Teslisin üçüncü unsuru Kutsal Ruhtur. M.S. 381 yılında İstanbul Konsilinde; Kutsal Ruhun Baba ve Oğul gibi Tanrı olduğuna karar verilmiştir. Katolikler, Kutsal Ruhun hem Baba hem de Oğul’dan çıktığını, Ortodokslar ise Kutsal Ruhun Oğul yolu ile Baba’dan çıktığını kabul eder. Kutsal Ruh, Baba ile aynı cevherden fakat ayrı bir mahiyet ola­rak kabul edilir. Baba, Oğul ve Kutsal Ruh tek bir cevherde toplanmış üç ayrı şahıstır, hepsi de ebedîdir. Kutsal Ruh, İsa’nın vaftizinde, tanrılığını açığa vurmak için bir güvercin şeklinde onun üzerine konmuştur. O, her yer­dedir. Kutsal Ruh, vaftiz ile insana gelir, iyi düşünceler verir. Sembolü beyaz güvercindir. Fail ve müessir Tanrı, budur. Baba bütün işlerini Kutsal Ruh ile yapar ve daima onunla kudretini gösterir. O, azizlere ve iyilere peygamberlerin ve havarilerin seslerini ilham eder, Kiliseyi de hatalardan korur. Hıristiyanlıkta Baba Tanrı yaratıcı; İsa Mesih kur­tarıcı; Kutsal Ruh takdis edicidir.”

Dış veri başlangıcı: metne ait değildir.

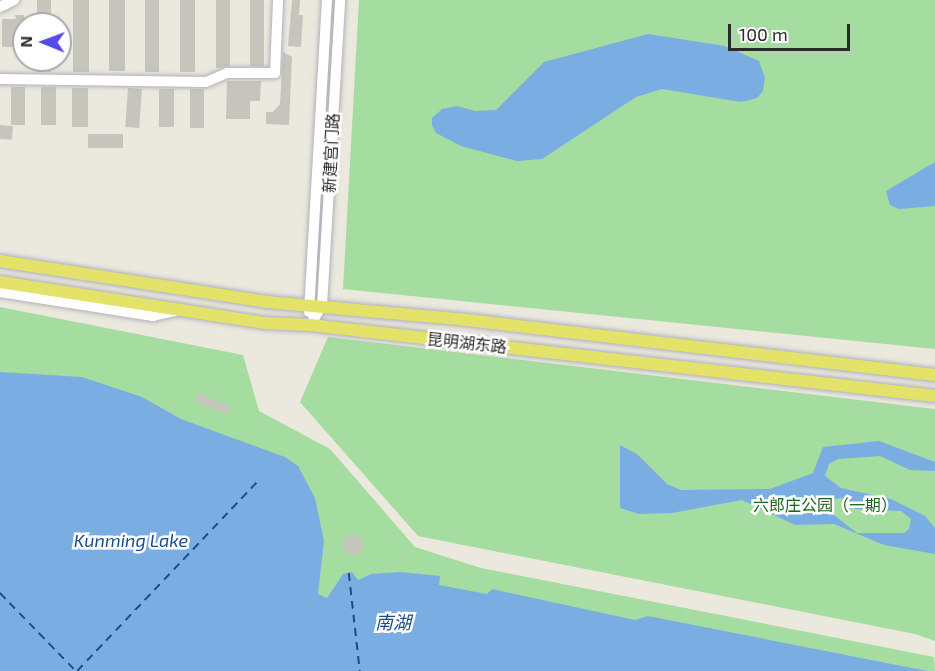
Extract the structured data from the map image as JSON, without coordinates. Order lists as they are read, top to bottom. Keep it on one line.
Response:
{"streets":{"main road":["昆明湖东路"],"street":["新建宫门路"]},"crossings":[["新建宫门路","昆明湖东路"]],"water":["Kunming Lake","南湖"],"parks":["六郎庄公园（一期）"],"scale_bar":"100 m","north":"left"}
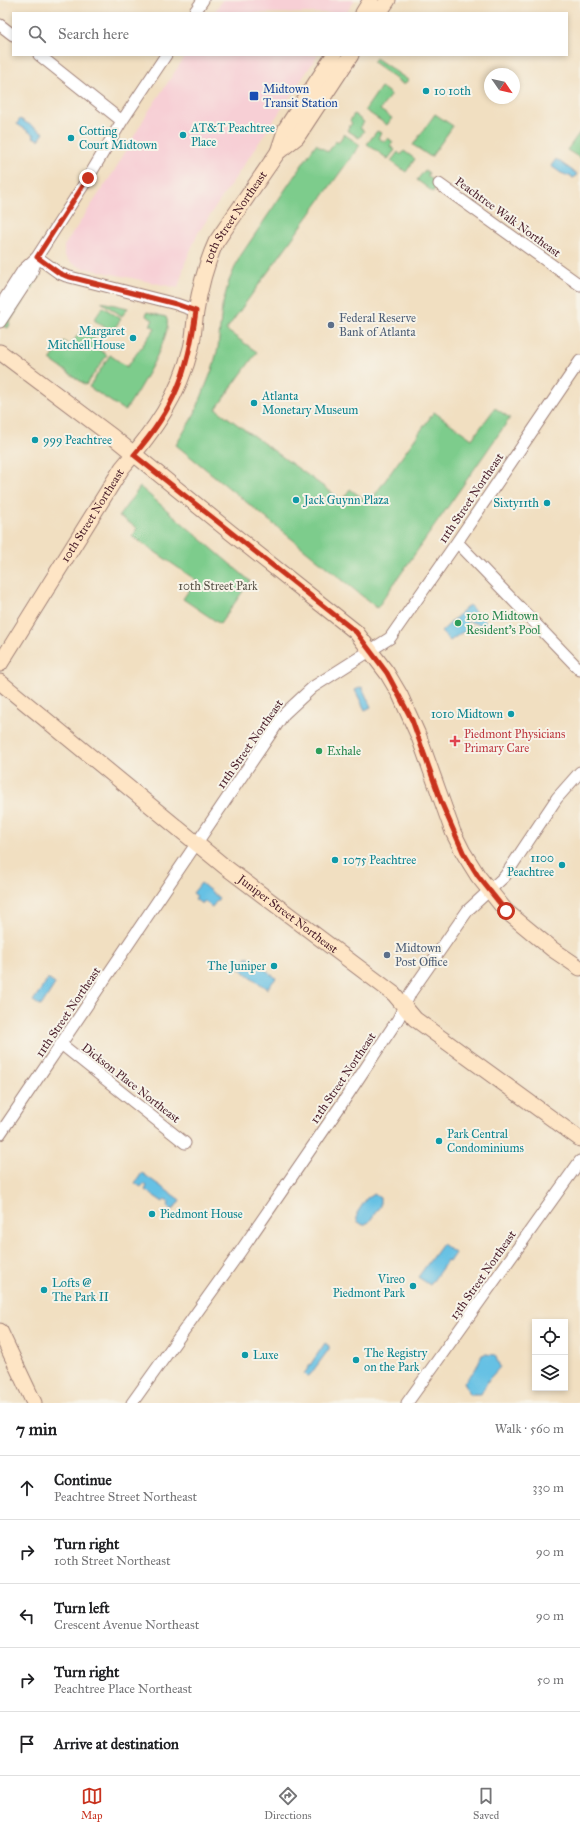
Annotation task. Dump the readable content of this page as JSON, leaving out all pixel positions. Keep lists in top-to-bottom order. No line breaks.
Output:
{"streets":{"main road":["10th Street Northeast","Juniper Street Northeast"],"street":["Peachtree Walk Northeast","11th Street Northeast","12th Street Northeast","Dickson Place Northeast","13th Street Northeast"]},"crossings":[["11th Street Northeast","Juniper Street Northeast"],["11th Street Northeast","Dickson Place Northeast"],["Juniper Street Northeast","12th Street Northeast"]],"parks":["10th Street Park"],"places":{"other":["10 10th","AT&T Peachtree Place","Cotting Court Midtown","Federal Reserve Bank of Atlanta","Margaret Mitchell House","Atlanta Monetary Museum","999 Peachtree","Jack Guynn Plaza","Sixty11th","1010 Midtown Resident's Pool","1010 Midtown","Exhale","1075 Peachtree","1100 Peachtree","Midtown Post Office","The Juniper","Park Central Condominiums","Piedmont House","Vireo Piedmont Park","Lofts @ The Park II","Luxe","The Registry on the Park"],"transit":["Midtown Transit Station"],"health":["Piedmont Physicians Primary Care"]},"north":"bottom right","page":{"search":"Search here","heading":["7 min","Walk · 560 m"],"list":[["Continue","Peachtree Street Northeast","330 m"],["Turn right","10th Street Northeast","90 m"],["Turn left","Crescent Avenue Northeast","90 m"],["Turn right","Peachtree Place Northeast","50 m"],"Arrive at destination"],"nav":["Map","Directions","Saved"]}}
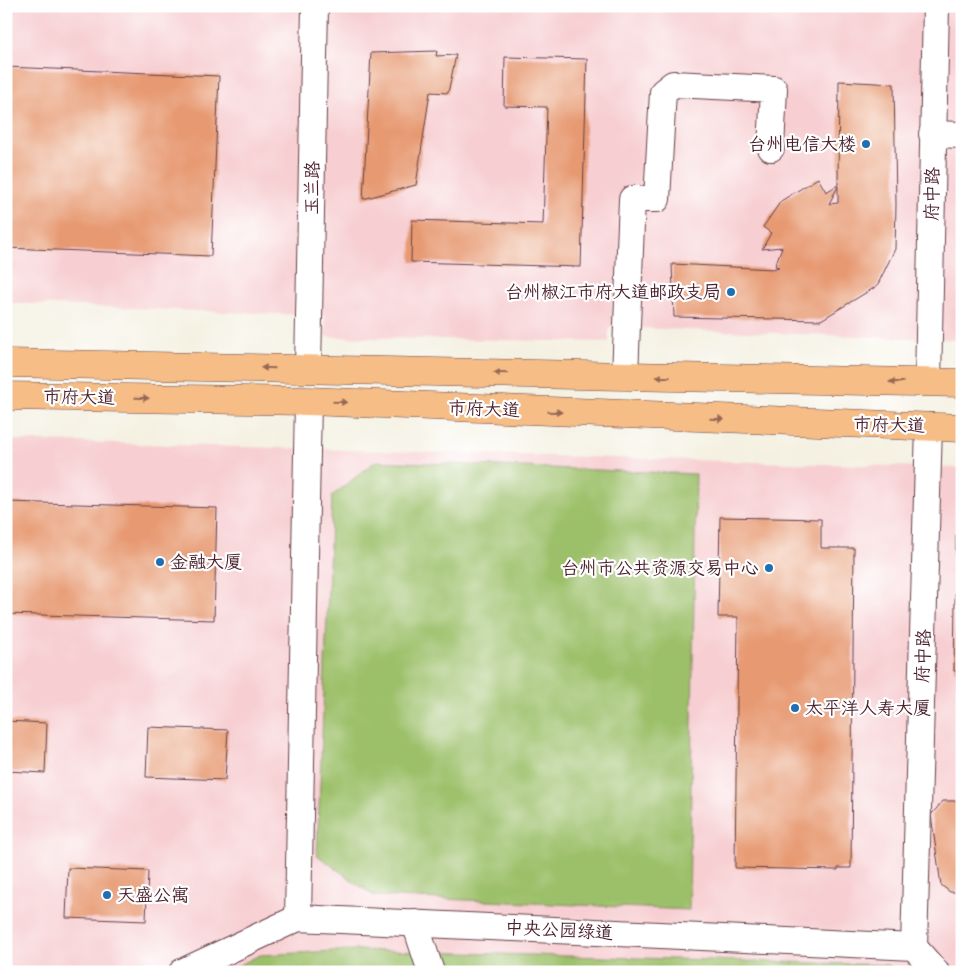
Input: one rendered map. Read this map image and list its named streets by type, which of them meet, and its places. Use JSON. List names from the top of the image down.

Baba, Oğul ve Kutsal Ruh ile ilgili olarak sonradan yazılmış olan İncillere dayanarak aşağıdakileri ifade edebiliriz:

“Teslisin birinci kişisi olan Baba göklerdedir. Oğul da göğe yükseltilmiş, Baba’sının sağında oturmaktadır. Kutsal Ruh ise her an yeryüzündedir. İnananlara iyi düşünceleri o verir. İnsana vaftiz esnasında gelir. Vaftiz inayetini kaybetmeyenlerin içindedir. Kilisede bulunarak Kiliseyi hatadan korur. Bu anlamda Oğul’un Baba’sının yanına dönmesinden sonra insanlar arasında teslisin etkin olan kişisi Kutsal Ruhtur.”

 

Hıristiyanlığın Kutsal Kitapları ve Peygamberlik

Hıristiyanların kutsal kitabı Kitab-ı Mukaddes, Ahd-i atik (Eski Söz) ve Ahd-i ceditten (Yeni Söz) oluşur. Hıristiyan inancına göre Eski Ahit, Tanrı’nın Hz. Musa ile Sina’da yaptığı ahdi temsil eder. Yeni Ahit ise Hz. İsa’nın havarileriyle son akşam yemeğinde yaptığı sözleşmeyi temsil etmektedir. Yahudilerin kutsal metinleri olarak kabul edilen Ahd-i atik (Tanah), Hıristiyan kutsal kitabı Kitab-ı Mukaddes’in ilk bölümünü oluşturur. Hıristiyanlığın asıl kutsal metinleri olan Ahd-i cedit ise Kitab-ı Mukaddes’in ikinci bölümünde yer alır. Ahd-i cedidin içinde Matta, Markos, Luka ve Yuhanna İncilleri, Pavlus’un Mektupları, Diğer Mektuplar ve Yuhanna’nın Vahyi bölümleri bulunur. İnciller’de Hz. İsa’nın hayat hikâyesi, Hıristiyanlığın bazı temel inanç esasları ve Pavlus’un mektupları da yer almaktadır. Hz. İsa’nın (a.s.) sözleri, o hayatta iken değil, onun ölümünden sonra yazıya geçirilmiştir. Bu nedenle bugün mevcut 4 İncilin Hz. İsa’yı ne kadar tam yansıttıkları belli değildir.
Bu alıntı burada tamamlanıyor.